Artist's impression of Viridor's energy-from-waste incinerator at Trident Park.
The Welsh Government has announced that it has secured over £105 million of funding for South East Wales’s energy-from-waste project, amounting to £4.2 million of funding for each year of the 25-year contract.
The money will provide around a quarter of the entire budget needed to fund the Prosiect Gwyrdd incineration project, with the remaining 75 per cent to be met by five councils involved in waste project: Caerphilly, Cardiff, Monmouthshire, Newport and the Vale of Glamorgan in South East Wales.
Project details
The incineration facility, currently under construction at Trident Park in Cardiff, is set to burn around 172,00 tonnes of the partnership’s non-recyclable waste a year, producing enough energy to power around 50,000 homes.
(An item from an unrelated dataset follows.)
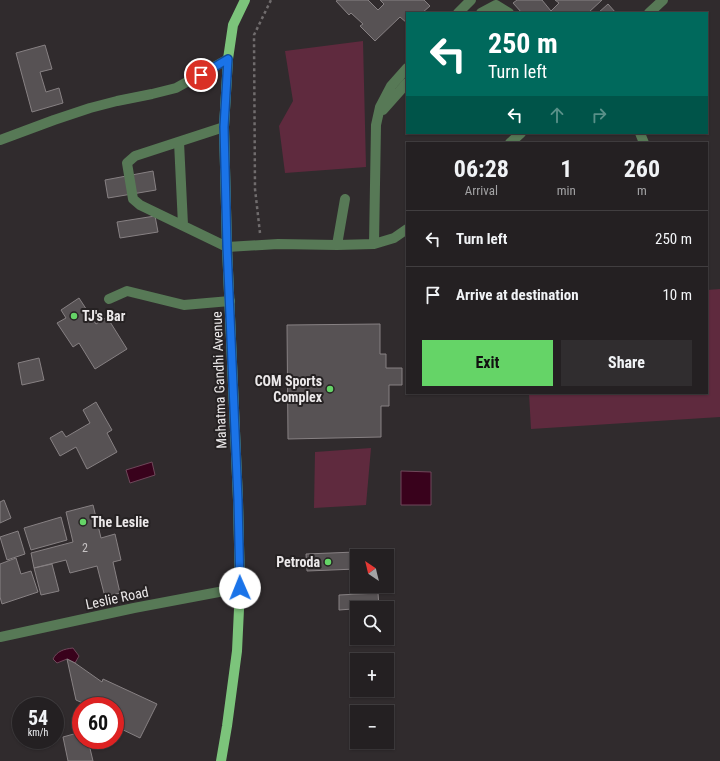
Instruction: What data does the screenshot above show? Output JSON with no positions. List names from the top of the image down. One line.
{"streets":{"main road":["Mahatma Gandhi Avenue"],"street":["Leslie Road"]},"crossings":[["Mahatma Gandhi Avenue","Leslie Road"]],"places":["TJ's Bar","COM Sports Complex","The Leslie","Petroda"],"house_numbers":["2"],"north":"top left","page":{"turn":["250 m","Turn left"],"eta":["06:28","Arrival","1","min","260","m"],"list":[{"name":"Turn left","value":"250 m"},{"name":"Arrive at destination","value":"10 m"}],"buttons":["Exit","Share"],"map_buttons":["+","−"],"speed":"54 km/h","limit":"60"}}
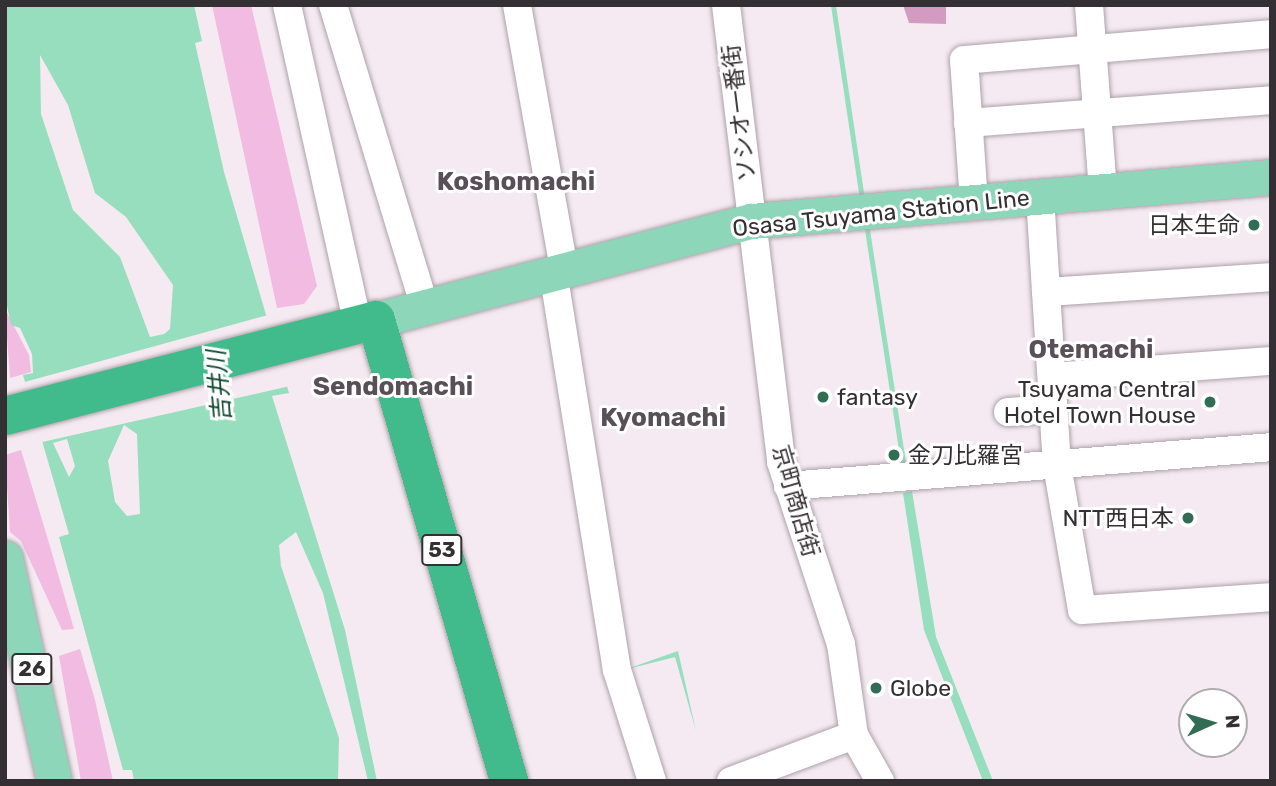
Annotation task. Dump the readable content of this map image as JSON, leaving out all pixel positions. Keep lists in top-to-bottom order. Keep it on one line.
{"streets":{"highway":["53"],"main road":["Osasa Tsuyama Station Line","26"],"street":["ソシオ一番街","京町商店街"]},"crossings":[["ソシオ一番街","Osasa Tsuyama Station Line"],["ソシオ一番街","京町商店街"],["Osasa Tsuyama Station Line","京町商店街"],["Osasa Tsuyama Station Line","53"]],"districts":["Koshomachi","Otemachi","Sendomachi","Kyomachi"],"water":["吉井川"],"places":["日本生命","fantasy","Tsuyama Central Hotel Town House","金刀比羅宮","NTT西日本","Globe"],"north":"right"}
The facility will have a total capacity to process around 350,000 tonnes per year and produce 30 megawatts of electricity.
Although no contract has yet been signed for the running of the facility, the local authority partnership appointed waste management company Viridor as preferred bidder in March 2013, following a provisional appointment in February 2013.
The councils have said that they are working with Viridor to finalise the agreed terms of the contract, ‘with a view to signing the contract by the end of September’.
Viridor’s Trident Park facility is hoped to help the government achieve its target of sending zero waste to landfill by 2025, in line with its ‘Towards Zero Waste’ strategy and save the five councils £500 million over the next 25 years (compared to current landfill operations).
The councils have said that the contract will ensure that there is ‘flexibility’ on the amount of waste that is delivered to the facility, as the predicted waste tonnage profiles have been calculated on the basis that all five councils meet or exceed the waste targets set out by the Welsh Government.
Landfill ‘no longer an option’
Speaking after the funding announcement, Councillor Russell Goodway, Chairman of the Joint Committee, said: “In the current challenging economic climate, this project shows the benefits of councils working together in partnership and benefitting from the financial support from the Welsh Government.”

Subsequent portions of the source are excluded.